### Assignment:
Copy exactly, and only, the lines that start at the line containing "Quick job: Describe" and end at the last line of the material below.

═══ Data to use

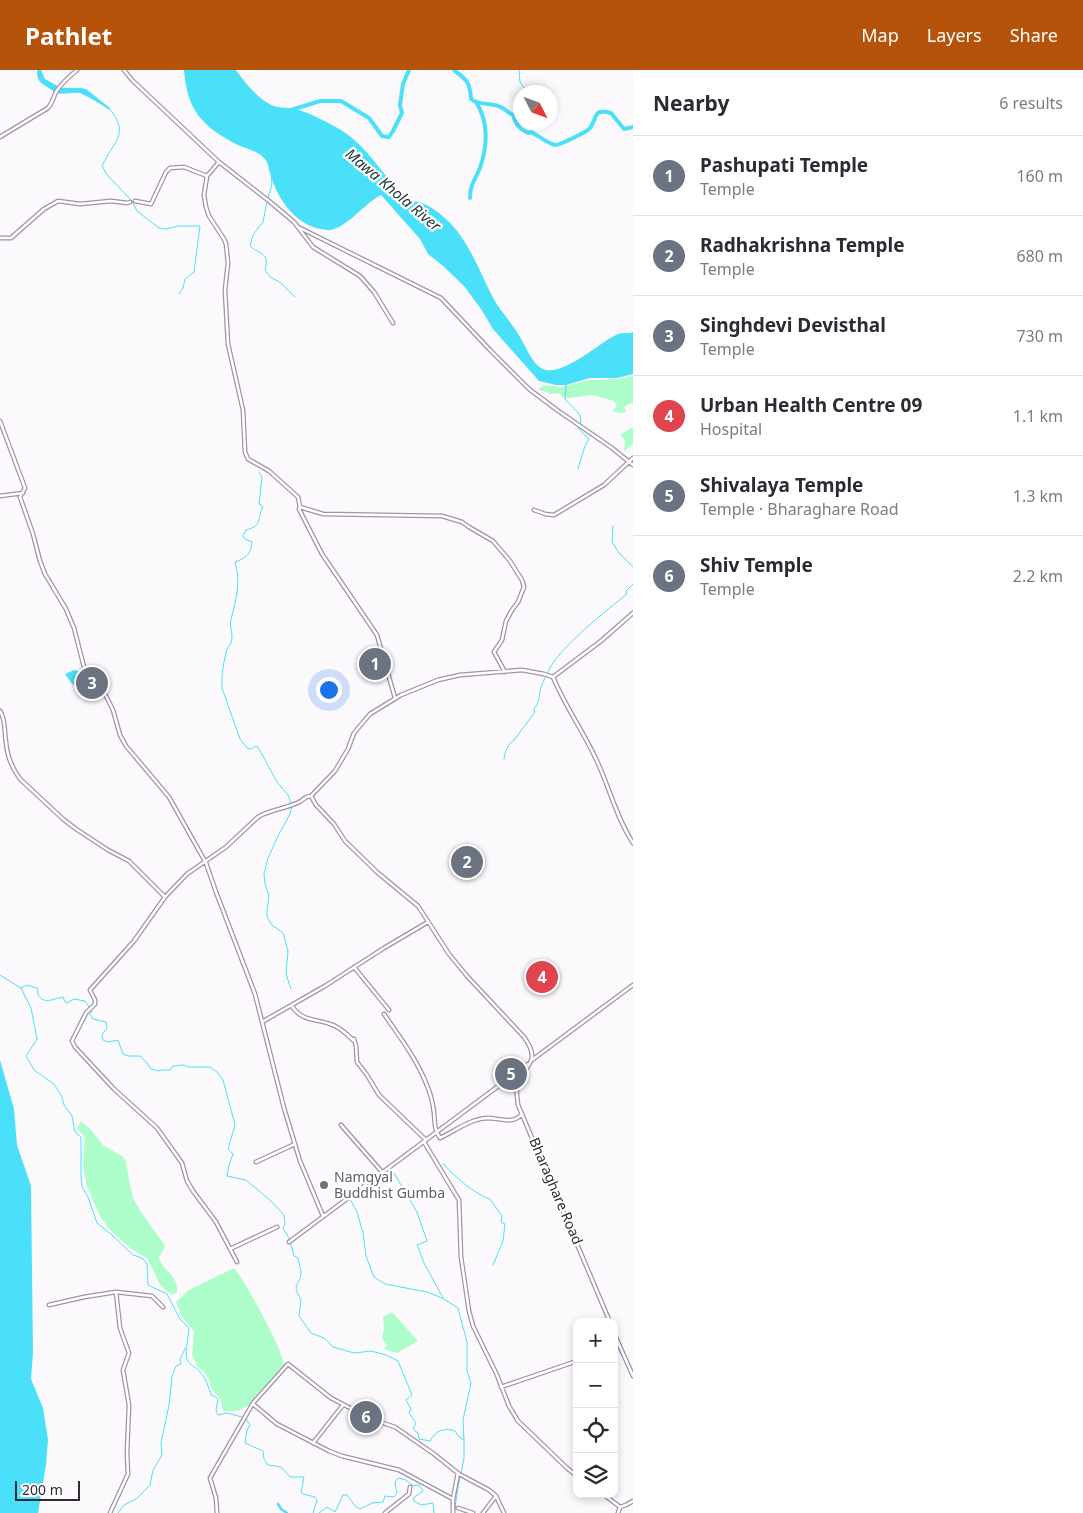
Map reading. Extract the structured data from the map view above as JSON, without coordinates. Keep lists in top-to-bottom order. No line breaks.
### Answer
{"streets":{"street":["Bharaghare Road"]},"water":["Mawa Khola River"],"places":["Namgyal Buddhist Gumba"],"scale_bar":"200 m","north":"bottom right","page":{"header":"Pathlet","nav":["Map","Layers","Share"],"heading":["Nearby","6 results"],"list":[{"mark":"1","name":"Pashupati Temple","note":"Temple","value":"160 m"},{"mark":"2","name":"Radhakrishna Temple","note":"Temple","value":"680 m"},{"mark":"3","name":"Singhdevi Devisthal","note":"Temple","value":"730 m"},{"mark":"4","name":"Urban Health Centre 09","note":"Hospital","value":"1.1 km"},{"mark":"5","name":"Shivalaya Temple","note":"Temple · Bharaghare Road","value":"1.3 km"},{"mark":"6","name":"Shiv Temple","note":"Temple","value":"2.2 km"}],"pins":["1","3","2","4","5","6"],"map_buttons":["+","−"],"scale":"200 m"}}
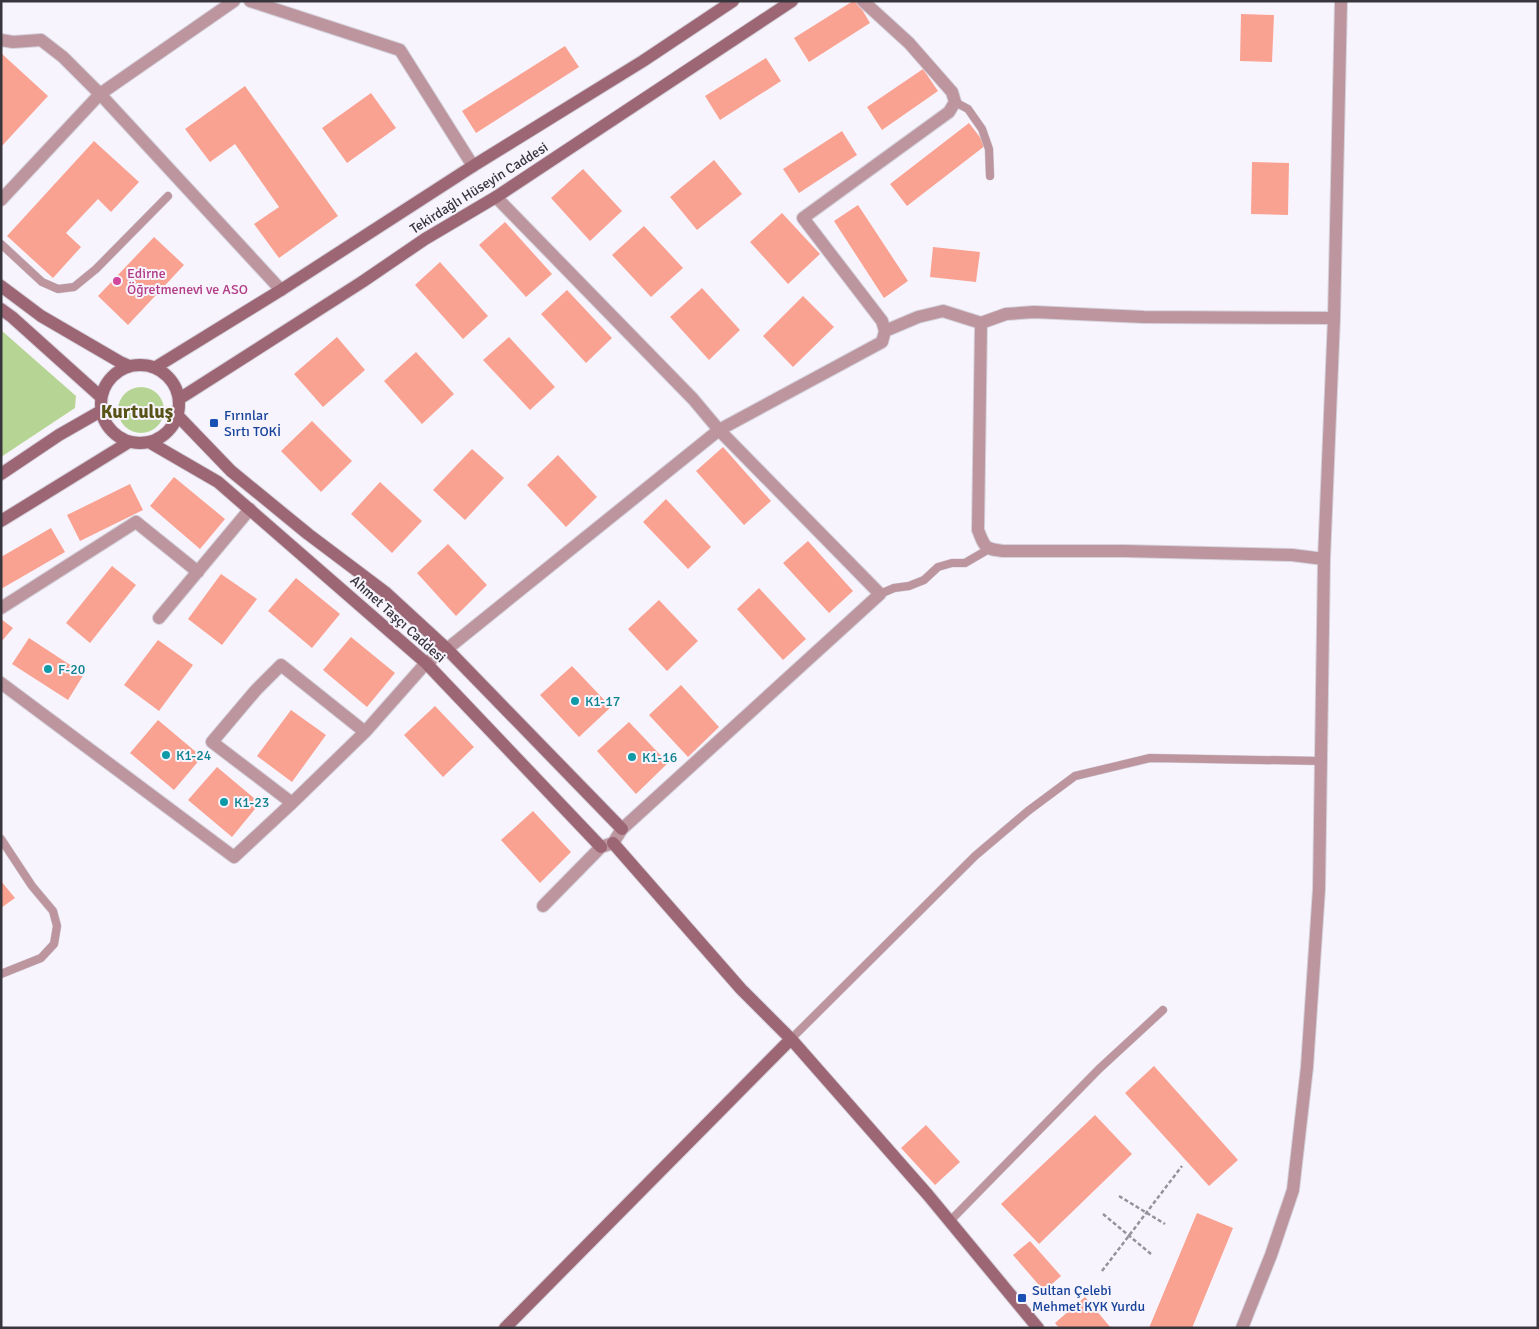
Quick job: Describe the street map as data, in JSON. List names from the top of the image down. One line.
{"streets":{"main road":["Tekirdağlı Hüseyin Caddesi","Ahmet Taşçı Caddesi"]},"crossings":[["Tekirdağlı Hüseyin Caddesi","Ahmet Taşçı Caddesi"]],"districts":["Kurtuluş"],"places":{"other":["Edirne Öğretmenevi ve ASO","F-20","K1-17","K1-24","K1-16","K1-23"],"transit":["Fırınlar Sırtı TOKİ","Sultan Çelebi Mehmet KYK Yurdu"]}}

══════

### Solution below:
Quick job: Describe the street map as data, in JSON. List names from the top of the image down. One line.
{"streets":{"main road":["Tekirdağlı Hüseyin Caddesi","Ahmet Taşçı Caddesi"]},"crossings":[["Tekirdağlı Hüseyin Caddesi","Ahmet Taşçı Caddesi"]],"districts":["Kurtuluş"],"places":{"other":["Edirne Öğretmenevi ve ASO","F-20","K1-17","K1-24","K1-16","K1-23"],"transit":["Fırınlar Sırtı TOKİ","Sultan Çelebi Mehmet KYK Yurdu"]}}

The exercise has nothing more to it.